H-back Nick Williams (hip) returned to practice Wednesday after missing minicamp and the first week of voluntarys. . .LB Chris Edmonds, the Parade Magazine High School All-American from Pittsburgh, expects to begin his experiment at tight end in Thursday's practice. . .

Head coach Dick LeBeau, both his coordinators, and several assistant coaches are expected back later this week after attending the NFL's coaching seminar in Houston. . .

REMEMBER MIKE REID?: Defensive captain Takeo Spikes has signed a new agent to work on what he calls the most important contract of his career and he hopes the two can make beautiful music together.
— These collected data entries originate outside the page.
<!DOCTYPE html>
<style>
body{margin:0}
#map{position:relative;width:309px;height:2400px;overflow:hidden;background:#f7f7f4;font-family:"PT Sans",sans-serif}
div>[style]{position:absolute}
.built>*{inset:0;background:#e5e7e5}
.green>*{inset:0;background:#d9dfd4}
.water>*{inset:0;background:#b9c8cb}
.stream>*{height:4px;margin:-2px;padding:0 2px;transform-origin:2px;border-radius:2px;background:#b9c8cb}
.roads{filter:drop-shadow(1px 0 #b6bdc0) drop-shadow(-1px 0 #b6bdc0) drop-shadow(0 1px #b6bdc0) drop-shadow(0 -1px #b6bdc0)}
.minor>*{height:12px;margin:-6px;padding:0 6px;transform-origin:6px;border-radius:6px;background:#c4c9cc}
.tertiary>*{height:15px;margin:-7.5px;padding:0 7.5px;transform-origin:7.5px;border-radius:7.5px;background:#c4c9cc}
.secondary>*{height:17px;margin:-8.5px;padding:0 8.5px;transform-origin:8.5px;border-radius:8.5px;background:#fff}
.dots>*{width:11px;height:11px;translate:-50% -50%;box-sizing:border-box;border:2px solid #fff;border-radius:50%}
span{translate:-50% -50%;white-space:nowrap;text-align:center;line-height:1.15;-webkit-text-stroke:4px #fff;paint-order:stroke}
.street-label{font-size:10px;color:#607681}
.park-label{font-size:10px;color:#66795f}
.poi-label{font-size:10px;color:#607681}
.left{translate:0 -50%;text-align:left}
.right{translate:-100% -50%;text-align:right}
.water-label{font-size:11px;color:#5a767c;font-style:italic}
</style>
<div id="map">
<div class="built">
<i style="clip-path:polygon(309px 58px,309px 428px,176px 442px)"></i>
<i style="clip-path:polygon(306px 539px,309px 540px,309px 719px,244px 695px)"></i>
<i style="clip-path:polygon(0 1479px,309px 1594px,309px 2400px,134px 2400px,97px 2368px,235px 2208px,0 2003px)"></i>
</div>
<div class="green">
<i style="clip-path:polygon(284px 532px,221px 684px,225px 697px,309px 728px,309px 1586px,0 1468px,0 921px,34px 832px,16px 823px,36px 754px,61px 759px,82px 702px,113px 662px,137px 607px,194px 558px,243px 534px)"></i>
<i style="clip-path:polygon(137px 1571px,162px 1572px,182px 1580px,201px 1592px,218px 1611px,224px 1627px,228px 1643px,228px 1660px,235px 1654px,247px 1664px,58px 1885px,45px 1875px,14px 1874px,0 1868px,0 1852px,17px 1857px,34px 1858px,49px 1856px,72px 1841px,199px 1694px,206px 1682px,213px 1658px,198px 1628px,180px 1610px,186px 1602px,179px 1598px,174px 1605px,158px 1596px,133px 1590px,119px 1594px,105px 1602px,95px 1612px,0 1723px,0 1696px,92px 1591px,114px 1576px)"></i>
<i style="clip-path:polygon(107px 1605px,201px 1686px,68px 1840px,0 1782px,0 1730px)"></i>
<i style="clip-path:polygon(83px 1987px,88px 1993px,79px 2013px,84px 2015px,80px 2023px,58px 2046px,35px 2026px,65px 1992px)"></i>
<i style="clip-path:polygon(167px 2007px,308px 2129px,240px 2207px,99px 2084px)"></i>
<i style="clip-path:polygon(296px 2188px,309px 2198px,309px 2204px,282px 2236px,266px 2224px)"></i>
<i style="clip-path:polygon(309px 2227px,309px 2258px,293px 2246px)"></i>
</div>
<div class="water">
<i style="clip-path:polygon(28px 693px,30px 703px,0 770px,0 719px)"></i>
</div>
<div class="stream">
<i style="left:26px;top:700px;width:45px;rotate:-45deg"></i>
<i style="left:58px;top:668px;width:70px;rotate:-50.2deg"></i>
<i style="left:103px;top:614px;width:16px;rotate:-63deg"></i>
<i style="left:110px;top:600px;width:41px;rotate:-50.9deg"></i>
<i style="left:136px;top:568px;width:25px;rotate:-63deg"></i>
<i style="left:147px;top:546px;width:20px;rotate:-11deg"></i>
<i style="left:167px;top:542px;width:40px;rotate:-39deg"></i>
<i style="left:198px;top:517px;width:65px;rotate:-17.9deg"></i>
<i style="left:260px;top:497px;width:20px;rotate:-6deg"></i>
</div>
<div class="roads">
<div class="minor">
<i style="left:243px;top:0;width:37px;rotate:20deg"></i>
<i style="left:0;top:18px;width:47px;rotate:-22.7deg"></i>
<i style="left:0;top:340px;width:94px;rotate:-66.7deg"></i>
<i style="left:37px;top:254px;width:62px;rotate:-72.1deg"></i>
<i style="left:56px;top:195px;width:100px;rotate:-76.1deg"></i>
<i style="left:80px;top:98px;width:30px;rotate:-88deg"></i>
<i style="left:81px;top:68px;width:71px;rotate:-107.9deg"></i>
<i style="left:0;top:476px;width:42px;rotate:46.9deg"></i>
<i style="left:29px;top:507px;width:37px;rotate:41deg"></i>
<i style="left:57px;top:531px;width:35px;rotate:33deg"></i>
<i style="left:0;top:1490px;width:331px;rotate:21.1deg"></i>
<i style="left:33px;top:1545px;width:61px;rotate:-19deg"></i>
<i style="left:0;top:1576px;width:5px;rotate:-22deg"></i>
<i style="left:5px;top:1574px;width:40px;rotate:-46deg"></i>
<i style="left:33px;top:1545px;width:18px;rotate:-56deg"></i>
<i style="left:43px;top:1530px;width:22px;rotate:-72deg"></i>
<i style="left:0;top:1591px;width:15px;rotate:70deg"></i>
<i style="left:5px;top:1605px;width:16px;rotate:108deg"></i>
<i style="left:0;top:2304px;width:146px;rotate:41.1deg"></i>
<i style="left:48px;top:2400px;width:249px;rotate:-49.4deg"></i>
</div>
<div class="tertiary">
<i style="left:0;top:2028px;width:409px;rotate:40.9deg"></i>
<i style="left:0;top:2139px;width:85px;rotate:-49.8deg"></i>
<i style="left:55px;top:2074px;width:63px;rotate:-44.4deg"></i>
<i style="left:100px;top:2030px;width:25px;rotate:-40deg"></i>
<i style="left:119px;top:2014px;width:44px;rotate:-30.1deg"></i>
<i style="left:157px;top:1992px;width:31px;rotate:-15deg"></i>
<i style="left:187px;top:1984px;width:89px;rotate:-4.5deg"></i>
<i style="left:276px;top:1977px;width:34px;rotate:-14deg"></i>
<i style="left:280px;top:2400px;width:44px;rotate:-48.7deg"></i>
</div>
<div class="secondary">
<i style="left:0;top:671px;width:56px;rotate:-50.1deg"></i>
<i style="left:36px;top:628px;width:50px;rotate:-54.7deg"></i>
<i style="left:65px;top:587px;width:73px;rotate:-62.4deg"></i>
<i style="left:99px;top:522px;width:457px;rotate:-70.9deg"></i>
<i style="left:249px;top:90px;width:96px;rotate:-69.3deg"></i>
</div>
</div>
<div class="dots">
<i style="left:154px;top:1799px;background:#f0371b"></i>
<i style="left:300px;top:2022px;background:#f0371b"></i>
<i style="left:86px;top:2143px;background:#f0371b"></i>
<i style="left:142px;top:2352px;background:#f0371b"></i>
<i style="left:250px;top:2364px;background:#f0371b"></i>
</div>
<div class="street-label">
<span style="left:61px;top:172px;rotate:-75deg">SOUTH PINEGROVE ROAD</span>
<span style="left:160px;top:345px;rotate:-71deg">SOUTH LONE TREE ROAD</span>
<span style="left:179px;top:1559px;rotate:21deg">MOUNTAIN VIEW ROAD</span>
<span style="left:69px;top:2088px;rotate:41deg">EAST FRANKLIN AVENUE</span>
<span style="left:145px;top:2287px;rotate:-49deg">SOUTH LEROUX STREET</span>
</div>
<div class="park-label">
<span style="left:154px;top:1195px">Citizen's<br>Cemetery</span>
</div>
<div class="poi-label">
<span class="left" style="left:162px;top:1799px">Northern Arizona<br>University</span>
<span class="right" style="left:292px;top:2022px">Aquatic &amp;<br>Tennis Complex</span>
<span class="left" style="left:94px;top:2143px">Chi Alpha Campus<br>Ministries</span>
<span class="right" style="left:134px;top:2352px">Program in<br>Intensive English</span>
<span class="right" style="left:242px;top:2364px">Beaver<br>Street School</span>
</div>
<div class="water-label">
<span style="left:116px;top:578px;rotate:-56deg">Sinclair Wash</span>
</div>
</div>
Spikes, waiting on an offer from the Bengals as he heads into the final year of his deal (he says he doesn't want to negotiate during the season), says his contract won't be hard to do or figure out. But he still wants some experience from a trusted friend.

So he has tapped his neighbor from Atlanta, Lonnie Cooper of Career Sports Management. One of the reasons Spikes turned to Cooper is because his motto is, "Don't hold back for anything. Whatever you dream of doing, you have to take the opportunity to get it."

Which is why Spikes is now taking piano lessons. Don't look for him to bolt to Nashville after playing

five seasons like another Bengals' Piano Man who fined tuned a Cincinnati defense, lineman Mike Reid. But Spikes vows on the first Bengals' first regular-season road trip (Sept. 14-15 in Cleveland), he'll play a song on the hotel piano.

"I don't know which one. I've only had one lesson," Spikes said. "Lonnie got that set up for me. I kept talking about it and he finally said, 'Here's the name and number, go do it.' He can get things done. I like how he makes sure his clients (one is NFL Defensive Rookie of the Year Kendrell Bell) are well-rounded people. I think he can do some things for me after my career. He's already told me about broadcasting school."

Spikes likes Cooper's varied experience in making major deals. He is highly regarded in NBA circles, where he represents many of the league's head coaches, and he also represents several major league baseball players.

Spikes said he has been approached recently by Bengals executive vice president Katie Blackburn and she told him (as well as fellow linebacker Brian Simmons) that the club is looking at ways to keep both.

"I'm not going to get caught up in the hype," Spikes said. "They'll tell me how much they want me in the next two or three months if they give me a substantial offer. I'm not going to insult their intelligence and I hope they don't insult mine. And I'm just going to worry about playing and let it take care of itself."